Seit Tagen merke ich es schon – nein, eigentlich schon seit  2 bis 3 Wochen: Ich bin am Ende meiner Kräfte.

Vermutlich hält mich nur die Alltagsroutine am Weitermachen, das Werkl läuft einfach weiter und nimmt das, was ich als mein ICH bezeichne, einfach mit.

Ich merke,
dass mich „Stör“faktoren im Alltag seeeeehr schnell unrund werden lassen,
ich bin hundemüde, und das schon nach dem Aufstehen,
ich kann mich nicht konzentrieren,
ich kann einfachste logische Schlüsse nicht ziehen,
ich habe keine Spannkraft mehr,
ich stolpere über meine eigenen Füße,
ich vergesse, wo ich Dinge hingelegt habe,
ich merke, dass die Tränen gleich hinter den Lidern sitzen

Ich würde mich gerne einfach nur hinlegen und nichts, absolut gar nichts, tun müssen.
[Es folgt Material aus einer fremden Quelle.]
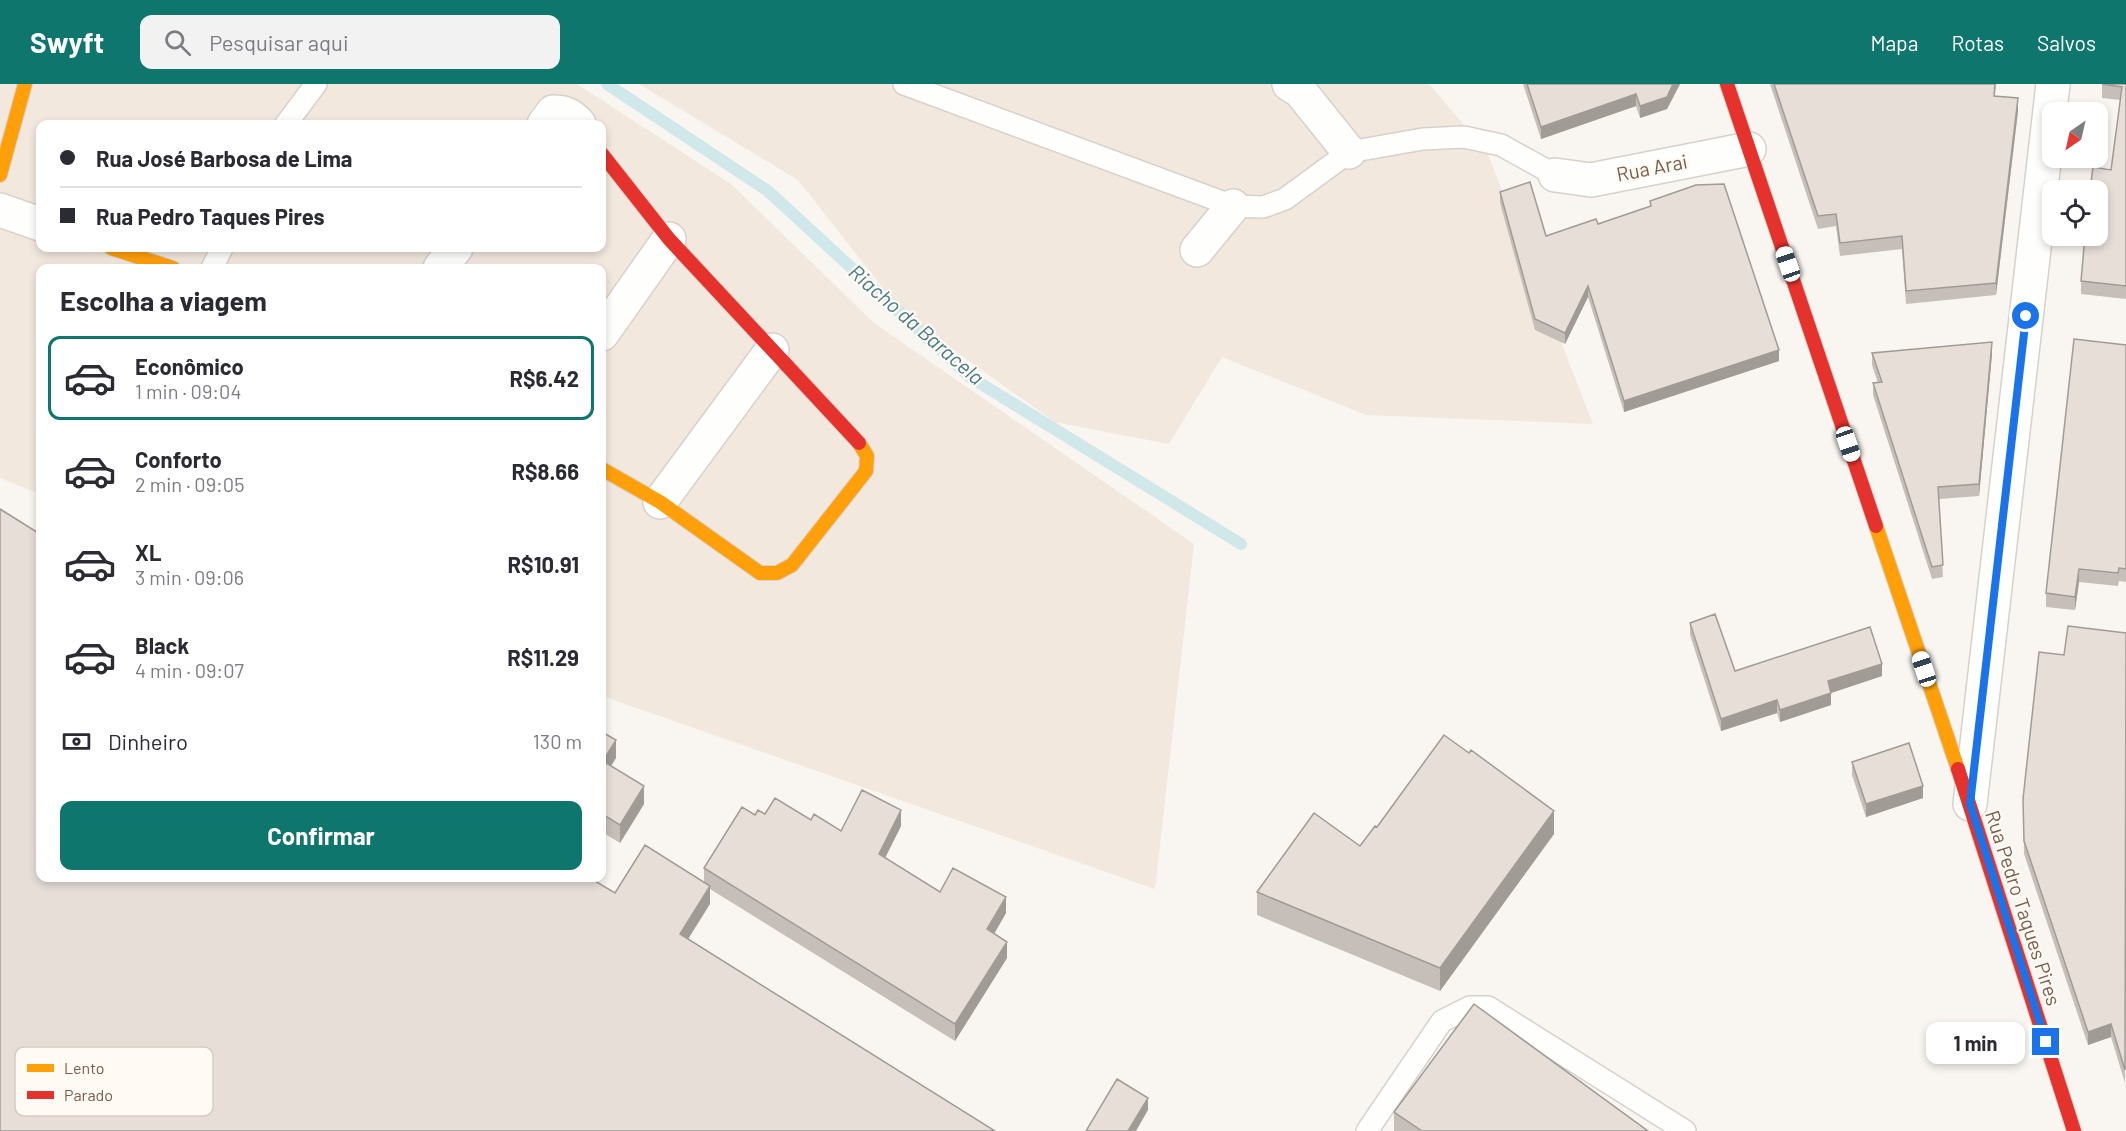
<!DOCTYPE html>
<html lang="pt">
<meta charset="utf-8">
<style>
body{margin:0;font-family:Barlow,sans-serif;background:#f2f2f3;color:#2b2b33;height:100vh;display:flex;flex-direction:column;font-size:22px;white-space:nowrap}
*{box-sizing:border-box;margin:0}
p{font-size:20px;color:#7c7c81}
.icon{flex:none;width:33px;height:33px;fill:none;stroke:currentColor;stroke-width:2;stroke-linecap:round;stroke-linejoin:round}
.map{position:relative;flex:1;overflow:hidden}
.side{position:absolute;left:36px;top:180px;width:570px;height:618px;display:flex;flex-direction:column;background:#fff;border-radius:12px;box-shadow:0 3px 9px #0003}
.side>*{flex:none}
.guide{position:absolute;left:36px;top:36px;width:570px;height:132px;border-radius:12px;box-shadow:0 3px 9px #0003;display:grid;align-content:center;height:132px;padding:0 24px;background:#fff}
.needle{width:39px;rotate:214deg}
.tools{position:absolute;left:2042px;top:18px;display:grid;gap:12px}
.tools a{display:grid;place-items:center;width:66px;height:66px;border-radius:12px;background:#fff;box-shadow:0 3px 9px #0003;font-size:30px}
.end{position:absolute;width:27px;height:27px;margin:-14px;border:8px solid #1a73e8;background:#fff;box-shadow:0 0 0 3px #fff}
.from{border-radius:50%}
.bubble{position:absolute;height:42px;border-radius:12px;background:#fff;box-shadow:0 3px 9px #0003;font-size:20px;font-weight:700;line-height:42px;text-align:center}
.car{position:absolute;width:18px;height:36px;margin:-18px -9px;border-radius:8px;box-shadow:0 0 4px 2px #0007;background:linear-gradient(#fff 24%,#345 0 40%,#fff 0 76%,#345 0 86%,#fff 0)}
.guide b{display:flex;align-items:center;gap:21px;height:57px;font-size:22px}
.guide b+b{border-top:2px solid #e1e1e2}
.guide i{width:15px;height:15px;background:#2b2b33}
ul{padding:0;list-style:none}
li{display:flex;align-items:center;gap:18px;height:84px;margin:0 12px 9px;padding:0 12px;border:3px solid transparent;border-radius:12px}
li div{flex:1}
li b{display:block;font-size:22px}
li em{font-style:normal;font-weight:700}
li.on{border-color:#0f766e}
li>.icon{width:54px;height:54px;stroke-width:1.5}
h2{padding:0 24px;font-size:27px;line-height:72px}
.pay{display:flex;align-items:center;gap:15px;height:66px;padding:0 24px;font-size:22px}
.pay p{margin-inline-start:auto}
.action{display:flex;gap:12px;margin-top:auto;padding:12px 24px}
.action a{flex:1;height:69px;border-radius:12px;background:#0f766e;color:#fff;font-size:24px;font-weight:700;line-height:69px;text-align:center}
header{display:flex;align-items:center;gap:36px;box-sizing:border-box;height:84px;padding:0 30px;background:#0f766e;color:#fff}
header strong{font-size:28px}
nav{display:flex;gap:33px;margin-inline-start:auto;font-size:21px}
.search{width:420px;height:54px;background:#f2f2f3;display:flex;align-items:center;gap:15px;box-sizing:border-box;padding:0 21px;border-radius:12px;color:#7c7c81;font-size:22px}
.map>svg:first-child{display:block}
</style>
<header>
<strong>Swyft</strong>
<div class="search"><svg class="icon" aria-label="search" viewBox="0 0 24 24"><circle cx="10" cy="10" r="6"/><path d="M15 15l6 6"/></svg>Pesquisar aqui</div>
<nav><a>Mapa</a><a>Rotas</a><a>Salvos</a></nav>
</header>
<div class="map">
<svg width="2126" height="1047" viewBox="0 0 2126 1047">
<rect width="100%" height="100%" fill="#f9f5f0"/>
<path fill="#f2e8de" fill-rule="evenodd" d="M 0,0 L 577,0 L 731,100 L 874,239 L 1194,460 L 1155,805 L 602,612 L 602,184 L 40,184 L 40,410 L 0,394 ZM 40,40 L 602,40 L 602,164 L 40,164 Z
M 639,0 L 1429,0 L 1487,68 L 1593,340 L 1366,331 L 1222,273 L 1169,360 L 1055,338 L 904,231 L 798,96 Z"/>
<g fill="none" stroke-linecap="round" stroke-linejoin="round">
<path stroke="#d0e8ea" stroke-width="12" d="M 607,0 L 768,107 L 970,293 L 1241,460"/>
<g stroke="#d7d1cb" stroke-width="24">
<path id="lane" d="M 904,0 L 1233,122 L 1263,123 L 1285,115 L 1349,68 L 1423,55 L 1464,53 L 1501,61 L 1555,91
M 286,40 L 316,0
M 212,184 L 222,164
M 1367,1047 L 1442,937 L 1470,923 L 1488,923 L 1685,1047"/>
</g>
<g stroke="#d7d1cb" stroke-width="36">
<path id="street" d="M 1289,0 L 1300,7 L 1349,68
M 544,40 L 553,28 C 565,28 571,31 579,40
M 1555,91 L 1591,96 L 1749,65
M 0,126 L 40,140
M 1197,166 L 1233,122
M 440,184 L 456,164
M 602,250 L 669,155
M 660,418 L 772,266
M 1970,720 L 2053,0"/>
</g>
<g stroke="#d9d2cb" stroke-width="16">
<path id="slow" d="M 0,91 L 25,0
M 111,164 L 173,184
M 602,385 L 660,418 L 760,489 L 777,489 L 792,481 L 866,387 L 867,372 L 859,359
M 1876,442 L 1958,685"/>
</g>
<g stroke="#d9d2cb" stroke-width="16">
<path id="jam" d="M 1727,0 L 1876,442
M 602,70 L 669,155 L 859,359
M 1958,685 L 2074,1047"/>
</g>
<use href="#lane" stroke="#fefefd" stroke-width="21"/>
<use href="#street" stroke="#fefefd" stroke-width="33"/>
<use href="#slow" stroke="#ff9f0a" stroke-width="14"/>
<use href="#jam" stroke="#e5322d" stroke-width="14"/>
</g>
<path fill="#c6bfb9" d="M 1523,0 L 1680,0 L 1667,25 L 1640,34 L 1636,22 L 1541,55 Z
M 1770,0 L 1996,0 L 1995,12 L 2018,27 L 1996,211 L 1906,220 L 1902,165 L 1840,172 L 1836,142 L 1818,145 Z
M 2102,0 L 2126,0 L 2126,215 L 2081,210 L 2081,197 L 2111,86 L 2120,16 L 2102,14 Z
M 1500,108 L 1546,152 L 1598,140 L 1650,123 L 1650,117 L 1779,277 L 1624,328 L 1588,213 L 1565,260 L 1535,246 L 1500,119 Z
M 2126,261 L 2126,498 L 2119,497 L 2118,502 L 2079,498 L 2075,526 L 2046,523 L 2046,509 Z
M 1872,269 L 1992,270 L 1979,412 L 1939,415 L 1943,493 L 1932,495 L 1873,311 L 1873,299 L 1878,299 L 1872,281 Z
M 1690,539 L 1735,587 L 1882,592 L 1831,609 L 1831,621 L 1780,638 L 1777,629 L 1721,647 L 1690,551 Z
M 2126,549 L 2125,999 L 2111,953 L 2088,961 L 2024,770 L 2023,715 L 2064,571 Z
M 602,648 L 616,674 L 611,682 L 644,720 L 620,759 L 602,748 Z
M 1852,678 L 1923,714 L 1866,733 L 1852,691 Z
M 765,730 L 811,736 L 841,747 L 901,742 L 885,774 L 940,808 L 1006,829 L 994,850 L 1007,874 L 955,957 L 710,805 L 710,820 L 615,809 L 704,798 L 704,784 L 755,731 Z
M 1377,743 L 1554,750 L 1440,907 L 1257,831 L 1257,808 L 1360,762 Z
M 1394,1028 L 1648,1047 L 1394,1047 Z"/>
<path fill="#a19b96" d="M 1673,0 L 1680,0 L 1667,25 L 1640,34 L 1640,22 Z
M 1636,10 L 1636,22 L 1541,55 L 1541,43 Z
M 2018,14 L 2018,27 L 1996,211 L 1996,199 Z
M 1588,202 L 1588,213 L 1565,260 L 1565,249 Z
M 1992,258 L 1992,270 L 1979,412 L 1979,400 Z
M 1779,266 L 1779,277 L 1624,328 L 1624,317 Z
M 2079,485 L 2079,498 L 2075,526 L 2075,513 Z
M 1882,580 L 1882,592 L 1831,609 L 1831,621 L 1780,638 L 1780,626 L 1828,597 Z
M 1777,616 L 1777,629 L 1721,647 L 1721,635 Z
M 616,656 L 616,674 L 603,694 L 603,677 Z
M 644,702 L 644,720 L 620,759 L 620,741 Z
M 1923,702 L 1923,714 L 1866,733 L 1866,720 Z
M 901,726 L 901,742 L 879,786 L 879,770 Z
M 1554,727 L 1554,750 L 1440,907 L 1440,884 Z
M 710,802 L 710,820 L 680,868 L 680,850 Z
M 1006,813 L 1006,829 L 987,862 L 987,845 Z
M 1007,858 L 1007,874 L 955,957 L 955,940 Z
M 2111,940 L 2111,953 L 2088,961 L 2088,948 Z
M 1148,1014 L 1148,1026 L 1136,1047 L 1128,1047 Z"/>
<path fill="#e6ded7" stroke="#a19b96" stroke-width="1.5" d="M 1527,0 L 1673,0 L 1667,13 L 1640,22 L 1636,10 L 1541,43 Z
M 1774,0 L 1995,0 L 1994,12 L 2018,14 L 1996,199 L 1906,207 L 1902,152 L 1840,159 L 1836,130 L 1818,132 Z
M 2102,0 L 2126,0 L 2126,202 L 2081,197 L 2085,152 L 2097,152 L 2097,106 L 2090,106 L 2093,83 L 2111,86 L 2122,3 Z
M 1530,98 L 1546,152 L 1596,135 L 1598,140 L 1651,122 L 1650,117 L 1696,101 L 1724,100 L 1779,266 L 1624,317 L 1588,202 L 1565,249 L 1535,235 L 1500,108 Z
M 2074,255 L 2126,261 L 2126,485 L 2119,484 L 2118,489 L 2079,485 L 2075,513 L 2046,509 Z
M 1992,258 L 1979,400 L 1938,403 L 1943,481 L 1932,483 L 1873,299 L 1882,298 L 1872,269 Z
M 0,425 L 40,450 L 40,794 L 590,794 L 615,809 L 645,761 L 710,802 L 680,850 L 995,1047 L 0,1047 Z
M 1715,530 L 1735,587 L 1870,543 L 1882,580 L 1828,597 L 1831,609 L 1780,626 L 1777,616 L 1721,635 L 1690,539 Z
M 2068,542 L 2126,549 L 2125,986 L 2111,940 L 2088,948 L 2024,757 L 2023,715 L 2039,568 L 2064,571 Z
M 602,648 L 616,656 L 603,677 L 644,702 L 620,741 L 602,730 Z
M 1444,651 L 1469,669 L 1471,666 L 1554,727 L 1440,884 L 1257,808 L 1314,729 L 1360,762 L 1375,742 L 1377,743 Z
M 1909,659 L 1923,702 L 1866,720 L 1852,678 Z
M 862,706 L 901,726 L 879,770 L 940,808 L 953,784 L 1006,813 L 987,845 L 1007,858 L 955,940 L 704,784 L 742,723 L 755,731 L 758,726 L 765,730 L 775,714 L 811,736 L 814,730 L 841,747 Z
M 1474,920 L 1648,1047 L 1422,1047 L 1394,1028 Z
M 1117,995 L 1148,1014 L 1128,1047 L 1086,1047 Z"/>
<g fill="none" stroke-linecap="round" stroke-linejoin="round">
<path stroke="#1a73e8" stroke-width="8" d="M 2026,232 L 1970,720 L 2046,958"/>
</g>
<g text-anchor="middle" stroke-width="4.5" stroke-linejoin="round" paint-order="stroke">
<g font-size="20" fill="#7a5c4d" stroke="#fffaf3">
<text transform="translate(1652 84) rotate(-11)" y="7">Rua Arai</text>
<text transform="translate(2023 824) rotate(72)" y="7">Rua Pedro Taques Pires</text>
</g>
<g font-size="21" font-style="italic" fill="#437c86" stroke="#fffaf3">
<text transform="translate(916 241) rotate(41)" y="7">Riacho da Baracela</text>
</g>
</g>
<rect x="15" y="963" width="198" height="69" rx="9" fill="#fffaf3" stroke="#d7cbc1" stroke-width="1.5"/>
<rect x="27" y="980" width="27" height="8" fill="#ff9f0a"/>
<rect x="27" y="1007" width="27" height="8" fill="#e5322d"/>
<g font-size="16" fill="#7a5c4d">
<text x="64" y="990">Lento</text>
<text x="64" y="1017">Parado</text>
</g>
</svg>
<div class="tools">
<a><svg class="needle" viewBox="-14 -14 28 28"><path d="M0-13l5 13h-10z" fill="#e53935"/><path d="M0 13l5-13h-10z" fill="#7c7c81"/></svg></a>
<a><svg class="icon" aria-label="locate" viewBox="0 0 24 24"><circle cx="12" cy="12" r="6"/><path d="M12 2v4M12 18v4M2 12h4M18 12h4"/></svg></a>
</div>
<i class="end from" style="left:2026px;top:232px"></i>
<i class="end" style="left:2046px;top:958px"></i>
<div class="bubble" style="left:1926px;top:938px;width:99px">1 min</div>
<i class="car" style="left:1788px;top:180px;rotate:341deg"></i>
<i class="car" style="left:1848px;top:360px;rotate:161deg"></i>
<i class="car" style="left:1924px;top:585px;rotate:342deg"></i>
<div class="guide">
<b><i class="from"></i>Rua José Barbosa de Lima</b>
<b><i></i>Rua Pedro Taques Pires</b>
</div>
<section class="side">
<h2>Escolha a viagem</h2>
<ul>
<li class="on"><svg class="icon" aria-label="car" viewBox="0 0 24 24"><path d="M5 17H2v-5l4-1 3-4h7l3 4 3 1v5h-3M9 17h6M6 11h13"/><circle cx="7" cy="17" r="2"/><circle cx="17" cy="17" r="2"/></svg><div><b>Econômico</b><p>1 min · 09:04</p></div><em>R$6.42</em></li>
<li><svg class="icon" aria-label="car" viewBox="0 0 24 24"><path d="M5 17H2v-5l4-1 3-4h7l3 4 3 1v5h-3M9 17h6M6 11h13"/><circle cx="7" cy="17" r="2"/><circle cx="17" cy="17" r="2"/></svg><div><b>Conforto</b><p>2 min · 09:05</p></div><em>R$8.66</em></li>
<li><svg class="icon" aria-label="car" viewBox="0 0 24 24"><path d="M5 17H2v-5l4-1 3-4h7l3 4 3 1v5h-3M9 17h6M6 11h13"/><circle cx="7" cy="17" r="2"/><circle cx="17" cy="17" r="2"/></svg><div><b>XL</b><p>3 min · 09:06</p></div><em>R$10.91</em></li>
<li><svg class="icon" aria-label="car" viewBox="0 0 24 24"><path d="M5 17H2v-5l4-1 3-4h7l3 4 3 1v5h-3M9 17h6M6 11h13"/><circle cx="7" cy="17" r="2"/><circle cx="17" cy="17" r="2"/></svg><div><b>Black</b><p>4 min · 09:07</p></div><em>R$11.29</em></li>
</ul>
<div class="pay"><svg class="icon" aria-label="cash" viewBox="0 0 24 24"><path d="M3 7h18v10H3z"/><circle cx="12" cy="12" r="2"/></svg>Dinheiro<p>130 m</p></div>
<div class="action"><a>Confirmar</a></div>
</section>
</div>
Ja, ich kenne das: Voriges Jahr in der Mitte der Strahlentherapie war es auch so.
Da hat mich dann die Ärztin der Radioonkologie in den Krankenstand geschickt.
Aber da war Strahlentherapie.
Jetzt bin ich doch „gesund“.
Was ist das für eine Krankeheit?
Ich kann doch nicht zur Ärztin gehen und sagen,: Hören Sie, schreiben Sie mich krank, weil mich das Leben gerade überfordert.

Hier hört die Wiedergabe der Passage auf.